Philip Marmion (d.1291) used the "3 Swords" badge, later used by the Dymokes to denote being hereditary Champions of England, as a seal as early as 1265, and in 1328 Tamworth Castle was held by the service of "appearing armed in the Royal Arms and mounted on the King's best charger to make proof for the king against any who opposed his coronation".

The duty passed to the Dymokes through Philip's granddaughter Margaret Ludlow, due to his having no legitimate male heirs.

==Baron Marmion of Tamworth (c.1110-14)==
By Tenure (feudal barony)
- Robert Marmion (died 1144)
- Robert Marmion, 2nd Baron Marmion of Tamworth (d.bef Oct 1181), son and heir. Lord of Fontenay. Married Elizabeth(?) (de Rethel?)
- Robert Marmion, 3rd Baron Marmion of Tamworth (d.bef 15 May 1218), son and heir. Chief Judiciary of England. Sheriff of Worcestershire. Rebel in the First Barons' War.
- Robert Marmion, 4th Baron Marmion of Tamworth (aka Robert Marmion the Elder) (d.1248), son and heir of Robert Marmion, 3rd Baron Marmion of Tamworth and his 1st wife. Rebel in the First Barons' War. Married Juliana daughter of Philip de Vassy, Baron of Vassy, Lord Forest Auvray
- Philip Marmion, 5th Baron Marmion of Tamworth (d.1291), son and heir. Sheriff of Warwickshire & Leicestershire. Royalist in the Second Barons' War. Died without legitimate male heirs so his office of Kings Champion of England and Manor of Scrivelsby passed to Dymoke descendants of his daughter Margery.

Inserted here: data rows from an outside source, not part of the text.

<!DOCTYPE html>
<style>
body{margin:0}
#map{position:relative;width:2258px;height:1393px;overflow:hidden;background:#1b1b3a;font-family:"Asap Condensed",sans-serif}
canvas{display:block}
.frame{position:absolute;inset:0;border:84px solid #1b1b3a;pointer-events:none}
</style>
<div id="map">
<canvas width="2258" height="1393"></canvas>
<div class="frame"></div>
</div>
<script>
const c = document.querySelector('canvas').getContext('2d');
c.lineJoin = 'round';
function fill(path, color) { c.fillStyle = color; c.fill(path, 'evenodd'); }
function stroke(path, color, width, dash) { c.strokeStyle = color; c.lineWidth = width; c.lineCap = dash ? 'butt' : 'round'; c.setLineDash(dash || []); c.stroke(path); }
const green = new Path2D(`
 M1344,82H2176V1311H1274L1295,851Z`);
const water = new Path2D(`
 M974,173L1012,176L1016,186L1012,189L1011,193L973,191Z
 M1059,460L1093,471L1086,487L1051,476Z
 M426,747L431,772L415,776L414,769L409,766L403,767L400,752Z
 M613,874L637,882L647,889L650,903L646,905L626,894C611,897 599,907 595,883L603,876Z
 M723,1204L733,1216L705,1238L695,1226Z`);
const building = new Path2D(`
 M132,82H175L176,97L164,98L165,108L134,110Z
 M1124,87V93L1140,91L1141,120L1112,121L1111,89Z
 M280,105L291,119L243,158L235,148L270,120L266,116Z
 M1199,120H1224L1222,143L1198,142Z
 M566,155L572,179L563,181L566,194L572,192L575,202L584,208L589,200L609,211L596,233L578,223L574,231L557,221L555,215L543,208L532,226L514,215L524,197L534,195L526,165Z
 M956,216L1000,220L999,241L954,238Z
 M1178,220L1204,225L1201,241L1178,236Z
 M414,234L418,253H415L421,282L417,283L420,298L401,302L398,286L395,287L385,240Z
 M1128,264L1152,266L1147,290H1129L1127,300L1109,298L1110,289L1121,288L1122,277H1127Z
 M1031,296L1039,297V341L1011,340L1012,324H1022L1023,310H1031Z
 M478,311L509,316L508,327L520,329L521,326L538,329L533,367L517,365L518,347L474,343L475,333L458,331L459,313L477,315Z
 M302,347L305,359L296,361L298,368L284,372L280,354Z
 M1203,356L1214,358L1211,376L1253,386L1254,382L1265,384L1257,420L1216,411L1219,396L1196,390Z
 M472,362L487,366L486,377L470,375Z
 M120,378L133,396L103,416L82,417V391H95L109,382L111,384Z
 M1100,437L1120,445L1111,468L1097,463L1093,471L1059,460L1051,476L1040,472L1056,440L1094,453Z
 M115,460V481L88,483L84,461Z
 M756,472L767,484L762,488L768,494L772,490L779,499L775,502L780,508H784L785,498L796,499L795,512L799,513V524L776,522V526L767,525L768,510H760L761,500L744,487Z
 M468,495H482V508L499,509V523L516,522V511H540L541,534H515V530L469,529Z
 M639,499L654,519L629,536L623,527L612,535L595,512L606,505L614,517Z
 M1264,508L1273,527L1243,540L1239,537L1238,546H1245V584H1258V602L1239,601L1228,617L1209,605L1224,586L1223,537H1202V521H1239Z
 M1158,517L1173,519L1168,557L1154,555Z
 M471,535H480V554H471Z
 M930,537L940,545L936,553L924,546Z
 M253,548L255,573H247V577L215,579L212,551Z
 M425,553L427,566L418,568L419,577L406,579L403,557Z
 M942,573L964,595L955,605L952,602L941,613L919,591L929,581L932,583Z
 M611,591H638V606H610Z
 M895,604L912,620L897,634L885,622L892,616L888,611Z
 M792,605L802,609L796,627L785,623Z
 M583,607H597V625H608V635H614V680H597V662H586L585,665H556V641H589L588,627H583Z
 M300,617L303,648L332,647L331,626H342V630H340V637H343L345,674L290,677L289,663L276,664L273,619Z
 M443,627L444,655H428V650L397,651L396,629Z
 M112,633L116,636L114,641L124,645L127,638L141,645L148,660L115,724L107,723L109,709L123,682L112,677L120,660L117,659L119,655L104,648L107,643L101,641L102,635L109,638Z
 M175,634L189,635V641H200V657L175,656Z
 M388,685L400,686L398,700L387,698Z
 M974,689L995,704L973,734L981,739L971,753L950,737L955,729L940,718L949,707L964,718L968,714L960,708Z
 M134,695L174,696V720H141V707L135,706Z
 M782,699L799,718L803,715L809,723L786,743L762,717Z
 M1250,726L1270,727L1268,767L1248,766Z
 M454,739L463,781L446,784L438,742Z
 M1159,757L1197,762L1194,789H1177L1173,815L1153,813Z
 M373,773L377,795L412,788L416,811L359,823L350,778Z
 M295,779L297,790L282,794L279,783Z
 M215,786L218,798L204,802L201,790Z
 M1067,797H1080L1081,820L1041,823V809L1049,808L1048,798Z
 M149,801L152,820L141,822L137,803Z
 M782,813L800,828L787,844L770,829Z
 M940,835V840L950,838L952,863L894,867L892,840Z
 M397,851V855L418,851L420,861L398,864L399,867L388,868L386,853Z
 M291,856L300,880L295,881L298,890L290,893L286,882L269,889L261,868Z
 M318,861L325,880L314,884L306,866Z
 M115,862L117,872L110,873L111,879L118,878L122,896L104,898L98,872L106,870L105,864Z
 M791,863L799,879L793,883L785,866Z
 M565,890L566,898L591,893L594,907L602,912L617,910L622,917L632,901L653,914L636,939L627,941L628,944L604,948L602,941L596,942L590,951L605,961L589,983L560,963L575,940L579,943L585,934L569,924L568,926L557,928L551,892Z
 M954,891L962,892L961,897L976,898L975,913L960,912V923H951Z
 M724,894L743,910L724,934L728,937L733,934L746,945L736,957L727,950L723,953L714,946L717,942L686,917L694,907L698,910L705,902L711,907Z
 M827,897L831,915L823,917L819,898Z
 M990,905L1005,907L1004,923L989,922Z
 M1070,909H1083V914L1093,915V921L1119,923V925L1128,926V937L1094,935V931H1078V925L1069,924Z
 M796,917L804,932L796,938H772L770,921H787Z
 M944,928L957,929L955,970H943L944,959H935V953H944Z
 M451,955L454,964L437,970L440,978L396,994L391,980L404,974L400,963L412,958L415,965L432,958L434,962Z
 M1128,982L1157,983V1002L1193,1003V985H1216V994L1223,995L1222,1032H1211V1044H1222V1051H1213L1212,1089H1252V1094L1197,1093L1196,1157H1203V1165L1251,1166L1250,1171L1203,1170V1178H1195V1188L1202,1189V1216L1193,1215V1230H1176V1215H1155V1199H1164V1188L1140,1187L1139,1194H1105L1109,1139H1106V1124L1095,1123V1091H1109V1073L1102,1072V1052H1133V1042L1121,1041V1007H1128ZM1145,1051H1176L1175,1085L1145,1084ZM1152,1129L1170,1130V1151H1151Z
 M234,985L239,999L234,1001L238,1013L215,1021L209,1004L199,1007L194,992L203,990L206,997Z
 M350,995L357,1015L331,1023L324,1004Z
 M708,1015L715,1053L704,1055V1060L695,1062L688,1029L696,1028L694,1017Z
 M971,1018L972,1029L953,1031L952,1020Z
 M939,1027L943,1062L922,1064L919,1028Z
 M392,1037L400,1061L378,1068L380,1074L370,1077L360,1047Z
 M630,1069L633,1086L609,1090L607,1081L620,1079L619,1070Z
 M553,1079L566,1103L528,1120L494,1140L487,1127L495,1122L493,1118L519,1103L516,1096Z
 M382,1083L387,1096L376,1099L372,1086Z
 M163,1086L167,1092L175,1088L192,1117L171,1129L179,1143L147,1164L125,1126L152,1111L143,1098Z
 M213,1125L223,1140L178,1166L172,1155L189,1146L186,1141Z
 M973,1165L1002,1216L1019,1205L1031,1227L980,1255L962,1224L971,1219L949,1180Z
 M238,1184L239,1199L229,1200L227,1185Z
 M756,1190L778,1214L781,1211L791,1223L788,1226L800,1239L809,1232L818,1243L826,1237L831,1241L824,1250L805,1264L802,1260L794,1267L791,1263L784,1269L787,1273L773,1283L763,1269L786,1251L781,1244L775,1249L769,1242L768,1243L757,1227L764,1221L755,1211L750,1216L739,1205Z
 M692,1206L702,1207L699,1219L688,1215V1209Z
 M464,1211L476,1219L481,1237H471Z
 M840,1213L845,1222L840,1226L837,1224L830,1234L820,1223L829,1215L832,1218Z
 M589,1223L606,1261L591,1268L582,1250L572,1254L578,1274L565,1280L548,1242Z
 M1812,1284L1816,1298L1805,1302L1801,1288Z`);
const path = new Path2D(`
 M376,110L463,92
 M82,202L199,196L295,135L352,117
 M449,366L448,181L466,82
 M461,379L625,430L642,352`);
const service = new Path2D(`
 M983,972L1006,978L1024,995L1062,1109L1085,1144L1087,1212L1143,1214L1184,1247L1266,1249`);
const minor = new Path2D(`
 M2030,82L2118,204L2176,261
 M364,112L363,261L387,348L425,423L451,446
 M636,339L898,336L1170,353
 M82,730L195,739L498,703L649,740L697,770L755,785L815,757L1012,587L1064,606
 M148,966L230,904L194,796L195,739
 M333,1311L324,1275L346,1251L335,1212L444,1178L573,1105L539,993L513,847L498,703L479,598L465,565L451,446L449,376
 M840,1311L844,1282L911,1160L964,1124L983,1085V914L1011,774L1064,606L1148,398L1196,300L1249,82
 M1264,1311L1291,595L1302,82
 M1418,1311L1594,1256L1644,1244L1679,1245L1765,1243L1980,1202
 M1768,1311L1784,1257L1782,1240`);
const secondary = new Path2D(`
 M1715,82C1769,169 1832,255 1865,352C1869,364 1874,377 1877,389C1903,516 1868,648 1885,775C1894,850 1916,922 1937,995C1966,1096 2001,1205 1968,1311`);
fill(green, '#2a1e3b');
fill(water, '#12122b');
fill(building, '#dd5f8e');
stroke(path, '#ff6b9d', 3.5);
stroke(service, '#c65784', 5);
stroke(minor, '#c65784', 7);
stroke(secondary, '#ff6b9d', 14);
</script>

==Baron Marmion of Llanstephan (c.1114)==
By tenure (feudal barony)
- Roger Marmion, Lord of Fontenay (d.abt.1129). Awarded Llanstephan c.1114.
- Robert Marmion, 1st Baron Marmion of Tamworth (d. 1143), eldest son of Roger Marmion, Lord of Fontenay.
- Robert Marmion, 2nd Baron Marmion of Tamworth (d. 1185)
- Geoffrey Marmion, youngest son of Roger Marmion, Lord of Fontenay. Granted Llanstephan by his nephew, Robert Marmion, 2nd Baron Marmion of Tamworth, in 1166. Benefactor of the Knights Templar.
- Albreda, sole daughter and heir of Geoffrey Marmion, married William, son of the crusader Richard de Camville, and so the barony passed into the de Camville family.

==Baron Marmion of Winteringham==
By tenure
- Robert Marmion, 1st Baron Marmion of Winteringham (d.1241 Barons' Crusade) (aka Robert Marmion the Younger), son of Robert Marmion, 3rd Baron Marmion of Tamworth and his 2nd wife. Rebel in the First Barons' War. Married Avice (Inq PM 1282) daughter of Jernegan Fitz-Hugh of Tanfield.
- William Marmion, 2nd Baron Marmion of Winteringham (d.27 Jul 1274), son and heir. Rebel in the Second Barons' War. Married firstly Lorette, daughter of Richard FitzRoy (illegitimate son of King John of England and Adela de Warenne) and secondly to Sibilla relict of Robert de Mar(e)s of Mears Ashby.

By writ
- John Marmion, 3rd Baron Marmion of Winteringham (d.1322 Battle of Boroughbridge?), son and heir. Married Isabel.
- John Marmion, 4th Baron Marmion of Winteringham (d.1335), son and heir. Married Maud, daughter of Thomas, 1st Lord Furnival
- Robert Marmion, 5th Baron Marmion of Winteringham (d.abt.1360), son and heir, died without issue whereupon the Barony fell into abeyance between his sisters, Joan, Lady Bernack and Avice, Lady Grey. Avice's moiety, or half share, of the Barony passed to her Fitz-Hugh descendants.

==Baron Marmion of Torrington (1264)==
Purported barony by writ
- William Marmion. Son of Robert Marmion, 3rd Baron Marmion of Tamworth. Priest (and Dean of Tamworth?). Summoned to Parliament as a Baron after the Battle of Lewes but after the rebels' defeat at Evesham was never recalled.